• [Task details]
An exact copy of the entries is needed, with every line included.
────────────────────────────────────────
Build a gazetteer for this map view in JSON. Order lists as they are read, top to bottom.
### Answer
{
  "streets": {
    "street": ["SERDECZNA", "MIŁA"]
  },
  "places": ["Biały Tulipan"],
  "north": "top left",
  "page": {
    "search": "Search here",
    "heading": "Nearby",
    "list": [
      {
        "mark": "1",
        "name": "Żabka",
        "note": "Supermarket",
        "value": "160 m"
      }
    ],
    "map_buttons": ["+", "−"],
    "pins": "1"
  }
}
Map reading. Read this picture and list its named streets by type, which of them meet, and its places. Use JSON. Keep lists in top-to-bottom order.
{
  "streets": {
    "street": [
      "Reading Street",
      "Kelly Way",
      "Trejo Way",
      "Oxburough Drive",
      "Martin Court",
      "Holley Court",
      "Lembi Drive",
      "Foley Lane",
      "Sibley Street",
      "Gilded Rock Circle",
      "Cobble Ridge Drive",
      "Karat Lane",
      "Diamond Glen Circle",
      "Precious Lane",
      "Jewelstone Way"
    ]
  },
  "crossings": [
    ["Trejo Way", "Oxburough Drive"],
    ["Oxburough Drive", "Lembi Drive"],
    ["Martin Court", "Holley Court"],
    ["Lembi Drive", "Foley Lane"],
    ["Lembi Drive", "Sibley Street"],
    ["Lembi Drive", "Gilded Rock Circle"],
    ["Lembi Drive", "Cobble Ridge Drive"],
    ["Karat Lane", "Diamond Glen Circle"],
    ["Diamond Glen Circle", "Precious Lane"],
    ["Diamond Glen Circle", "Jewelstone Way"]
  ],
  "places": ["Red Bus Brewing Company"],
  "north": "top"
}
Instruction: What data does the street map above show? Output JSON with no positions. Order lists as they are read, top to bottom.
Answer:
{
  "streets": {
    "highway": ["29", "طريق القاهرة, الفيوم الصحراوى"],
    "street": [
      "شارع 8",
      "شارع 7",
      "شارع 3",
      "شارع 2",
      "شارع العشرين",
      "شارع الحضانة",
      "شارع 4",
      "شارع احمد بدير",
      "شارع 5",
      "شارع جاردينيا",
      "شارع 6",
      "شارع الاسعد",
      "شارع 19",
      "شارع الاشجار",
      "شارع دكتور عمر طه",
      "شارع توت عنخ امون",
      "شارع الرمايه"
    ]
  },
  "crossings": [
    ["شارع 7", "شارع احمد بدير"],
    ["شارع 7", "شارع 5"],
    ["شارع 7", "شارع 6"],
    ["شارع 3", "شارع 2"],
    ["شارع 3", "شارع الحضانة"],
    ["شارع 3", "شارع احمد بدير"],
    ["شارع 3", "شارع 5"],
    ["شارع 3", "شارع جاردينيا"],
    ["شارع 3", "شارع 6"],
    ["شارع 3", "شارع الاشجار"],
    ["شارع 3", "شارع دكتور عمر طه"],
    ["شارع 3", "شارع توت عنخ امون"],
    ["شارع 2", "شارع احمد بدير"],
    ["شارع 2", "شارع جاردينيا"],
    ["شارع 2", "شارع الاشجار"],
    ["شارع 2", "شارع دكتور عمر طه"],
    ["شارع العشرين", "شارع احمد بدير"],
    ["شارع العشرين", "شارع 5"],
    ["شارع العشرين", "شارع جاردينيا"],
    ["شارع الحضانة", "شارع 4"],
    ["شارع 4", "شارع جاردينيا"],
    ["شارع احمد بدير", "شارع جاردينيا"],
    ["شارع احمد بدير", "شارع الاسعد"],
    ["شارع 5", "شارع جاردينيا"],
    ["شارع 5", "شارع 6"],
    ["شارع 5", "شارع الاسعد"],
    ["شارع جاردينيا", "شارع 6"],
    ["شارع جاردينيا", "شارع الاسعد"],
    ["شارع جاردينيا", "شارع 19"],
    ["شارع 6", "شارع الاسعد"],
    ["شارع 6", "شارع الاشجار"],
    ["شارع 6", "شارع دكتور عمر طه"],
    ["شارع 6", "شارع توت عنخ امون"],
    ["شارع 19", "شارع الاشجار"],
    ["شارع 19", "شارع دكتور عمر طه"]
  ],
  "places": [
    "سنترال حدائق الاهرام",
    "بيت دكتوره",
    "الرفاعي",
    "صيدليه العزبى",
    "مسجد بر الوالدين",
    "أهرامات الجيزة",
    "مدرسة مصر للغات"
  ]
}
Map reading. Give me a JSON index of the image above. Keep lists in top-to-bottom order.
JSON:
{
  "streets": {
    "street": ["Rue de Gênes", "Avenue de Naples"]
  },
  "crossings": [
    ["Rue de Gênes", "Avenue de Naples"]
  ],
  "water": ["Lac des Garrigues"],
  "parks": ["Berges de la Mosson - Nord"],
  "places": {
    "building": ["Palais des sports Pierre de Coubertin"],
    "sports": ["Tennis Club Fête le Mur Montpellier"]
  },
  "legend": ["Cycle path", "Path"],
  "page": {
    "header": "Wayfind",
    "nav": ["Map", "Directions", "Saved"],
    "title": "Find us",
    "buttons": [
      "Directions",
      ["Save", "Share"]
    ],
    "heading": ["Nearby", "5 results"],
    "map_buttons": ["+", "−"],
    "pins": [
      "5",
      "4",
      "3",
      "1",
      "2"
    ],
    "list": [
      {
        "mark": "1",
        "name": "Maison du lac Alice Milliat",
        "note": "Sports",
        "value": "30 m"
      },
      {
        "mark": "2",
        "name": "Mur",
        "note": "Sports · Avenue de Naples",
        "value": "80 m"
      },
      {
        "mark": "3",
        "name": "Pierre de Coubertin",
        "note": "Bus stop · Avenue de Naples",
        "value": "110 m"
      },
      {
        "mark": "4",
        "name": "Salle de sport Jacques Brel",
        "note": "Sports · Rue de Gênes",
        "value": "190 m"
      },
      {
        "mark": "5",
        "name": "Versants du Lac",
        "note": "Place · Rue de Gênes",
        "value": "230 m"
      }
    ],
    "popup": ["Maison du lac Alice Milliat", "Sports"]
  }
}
────────────────────────────────────────
• [Exercise result]
Build a gazetteer for this map view in JSON. Order lists as they are read, top to bottom.
### Answer
{
  "streets": {
    "street": ["SERDECZNA", "MIŁA"]
  },
  "places": ["Biały Tulipan"],
  "north": "top left",
  "page": {
    "search": "Search here",
    "heading": "Nearby",
    "list": [
      {
        "mark": "1",
        "name": "Żabka",
        "note": "Supermarket",
        "value": "160 m"
      }
    ],
    "map_buttons": ["+", "−"],
    "pins": "1"
  }
}
Map reading. Read this picture and list its named streets by type, which of them meet, and its places. Use JSON. Keep lists in top-to-bottom order.
{
  "streets": {
    "street": [
      "Reading Street",
      "Kelly Way",
      "Trejo Way",
      "Oxburough Drive",
      "Martin Court",
      "Holley Court",
      "Lembi Drive",
      "Foley Lane",
      "Sibley Street",
      "Gilded Rock Circle",
      "Cobble Ridge Drive",
      "Karat Lane",
      "Diamond Glen Circle",
      "Precious Lane",
      "Jewelstone Way"
    ]
  },
  "crossings": [
    ["Trejo Way", "Oxburough Drive"],
    ["Oxburough Drive", "Lembi Drive"],
    ["Martin Court", "Holley Court"],
    ["Lembi Drive", "Foley Lane"],
    ["Lembi Drive", "Sibley Street"],
    ["Lembi Drive", "Gilded Rock Circle"],
    ["Lembi Drive", "Cobble Ridge Drive"],
    ["Karat Lane", "Diamond Glen Circle"],
    ["Diamond Glen Circle", "Precious Lane"],
    ["Diamond Glen Circle", "Jewelstone Way"]
  ],
  "places": ["Red Bus Brewing Company"],
  "north": "top"
}
Instruction: What data does the street map above show? Output JSON with no positions. Order lists as they are read, top to bottom.
Answer:
{
  "streets": {
    "highway": ["29", "طريق القاهرة, الفيوم الصحراوى"],
    "street": [
      "شارع 8",
      "شارع 7",
      "شارع 3",
      "شارع 2",
      "شارع العشرين",
      "شارع الحضانة",
      "شارع 4",
      "شارع احمد بدير",
      "شارع 5",
      "شارع جاردينيا",
      "شارع 6",
      "شارع الاسعد",
      "شارع 19",
      "شارع الاشجار",
      "شارع دكتور عمر طه",
      "شارع توت عنخ امون",
      "شارع الرمايه"
    ]
  },
  "crossings": [
    ["شارع 7", "شارع احمد بدير"],
    ["شارع 7", "شارع 5"],
    ["شارع 7", "شارع 6"],
    ["شارع 3", "شارع 2"],
    ["شارع 3", "شارع الحضانة"],
    ["شارع 3", "شارع احمد بدير"],
    ["شارع 3", "شارع 5"],
    ["شارع 3", "شارع جاردينيا"],
    ["شارع 3", "شارع 6"],
    ["شارع 3", "شارع الاشجار"],
    ["شارع 3", "شارع دكتور عمر طه"],
    ["شارع 3", "شارع توت عنخ امون"],
    ["شارع 2", "شارع احمد بدير"],
    ["شارع 2", "شارع جاردينيا"],
    ["شارع 2", "شارع الاشجار"],
    ["شارع 2", "شارع دكتور عمر طه"],
    ["شارع العشرين", "شارع احمد بدير"],
    ["شارع العشرين", "شارع 5"],
    ["شارع العشرين", "شارع جاردينيا"],
    ["شارع الحضانة", "شارع 4"],
    ["شارع 4", "شارع جاردينيا"],
    ["شارع احمد بدير", "شارع جاردينيا"],
    ["شارع احمد بدير", "شارع الاسعد"],
    ["شارع 5", "شارع جاردينيا"],
    ["شارع 5", "شارع 6"],
    ["شارع 5", "شارع الاسعد"],
    ["شارع جاردينيا", "شارع 6"],
    ["شارع جاردينيا", "شارع الاسعد"],
    ["شارع جاردينيا", "شارع 19"],
    ["شارع 6", "شارع الاسعد"],
    ["شارع 6", "شارع الاشجار"],
    ["شارع 6", "شارع دكتور عمر طه"],
    ["شارع 6", "شارع توت عنخ امون"],
    ["شارع 19", "شارع الاشجار"],
    ["شارع 19", "شارع دكتور عمر طه"]
  ],
  "places": [
    "سنترال حدائق الاهرام",
    "بيت دكتوره",
    "الرفاعي",
    "صيدليه العزبى",
    "مسجد بر الوالدين",
    "أهرامات الجيزة",
    "مدرسة مصر للغات"
  ]
}
Map reading. Give me a JSON index of the image above. Keep lists in top-to-bottom order.
JSON:
{
  "streets": {
    "street": ["Rue de Gênes", "Avenue de Naples"]
  },
  "crossings": [
    ["Rue de Gênes", "Avenue de Naples"]
  ],
  "water": ["Lac des Garrigues"],
  "parks": ["Berges de la Mosson - Nord"],
  "places": {
    "building": ["Palais des sports Pierre de Coubertin"],
    "sports": ["Tennis Club Fête le Mur Montpellier"]
  },
  "legend": ["Cycle path", "Path"],
  "page": {
    "header": "Wayfind",
    "nav": ["Map", "Directions", "Saved"],
    "title": "Find us",
    "buttons": [
      "Directions",
      ["Save", "Share"]
    ],
    "heading": ["Nearby", "5 results"],
    "map_buttons": ["+", "−"],
    "pins": [
      "5",
      "4",
      "3",
      "1",
      "2"
    ],
    "list": [
      {
        "mark": "1",
        "name": "Maison du lac Alice Milliat",
        "note": "Sports",
        "value": "30 m"
      },
      {
        "mark": "2",
        "name": "Mur",
        "note": "Sports · Avenue de Naples",
        "value": "80 m"
      },
      {
        "mark": "3",
        "name": "Pierre de Coubertin",
        "note": "Bus stop · Avenue de Naples",
        "value": "110 m"
      },
      {
        "mark": "4",
        "name": "Salle de sport Jacques Brel",
        "note": "Sports · Rue de Gênes",
        "value": "190 m"
      },
      {
        "mark": "5",
        "name": "Versants du Lac",
        "note": "Place · Rue de Gênes",
        "value": "230 m"
      }
    ],
    "popup": ["Maison du lac Alice Milliat", "Sports"]
  }
}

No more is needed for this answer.